[Activity]
Transcribe the records in full.

Saved entries:
((

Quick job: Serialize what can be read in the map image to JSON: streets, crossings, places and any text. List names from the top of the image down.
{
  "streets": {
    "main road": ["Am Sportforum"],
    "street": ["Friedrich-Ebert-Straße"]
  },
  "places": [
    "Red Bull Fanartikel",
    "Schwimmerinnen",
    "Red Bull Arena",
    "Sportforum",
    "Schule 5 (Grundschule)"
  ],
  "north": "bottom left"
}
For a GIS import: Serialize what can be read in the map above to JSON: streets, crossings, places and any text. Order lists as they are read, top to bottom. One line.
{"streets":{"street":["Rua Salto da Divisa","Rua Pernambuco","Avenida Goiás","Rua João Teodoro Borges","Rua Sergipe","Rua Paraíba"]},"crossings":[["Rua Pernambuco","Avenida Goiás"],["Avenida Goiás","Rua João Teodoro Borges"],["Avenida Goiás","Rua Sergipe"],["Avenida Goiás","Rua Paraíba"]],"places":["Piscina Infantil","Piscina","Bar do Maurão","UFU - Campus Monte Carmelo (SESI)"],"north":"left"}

))

[Solution]
Quick job: Serialize what can be read in the map image to JSON: streets, crossings, places and any text. List names from the top of the image down.
{
  "streets": {
    "main road": ["Am Sportforum"],
    "street": ["Friedrich-Ebert-Straße"]
  },
  "places": [
    "Red Bull Fanartikel",
    "Schwimmerinnen",
    "Red Bull Arena",
    "Sportforum",
    "Schule 5 (Grundschule)"
  ],
  "north": "bottom left"
}
For a GIS import: Serialize what can be read in the map above to JSON: streets, crossings, places and any text. Order lists as they are read, top to bottom. One line.
{"streets":{"street":["Rua Salto da Divisa","Rua Pernambuco","Avenida Goiás","Rua João Teodoro Borges","Rua Sergipe","Rua Paraíba"]},"crossings":[["Rua Pernambuco","Avenida Goiás"],["Avenida Goiás","Rua João Teodoro Borges"],["Avenida Goiás","Rua Sergipe"],["Avenida Goiás","Rua Paraíba"]],"places":["Piscina Infantil","Piscina","Bar do Maurão","UFU - Campus Monte Carmelo (SESI)"],"north":"left"}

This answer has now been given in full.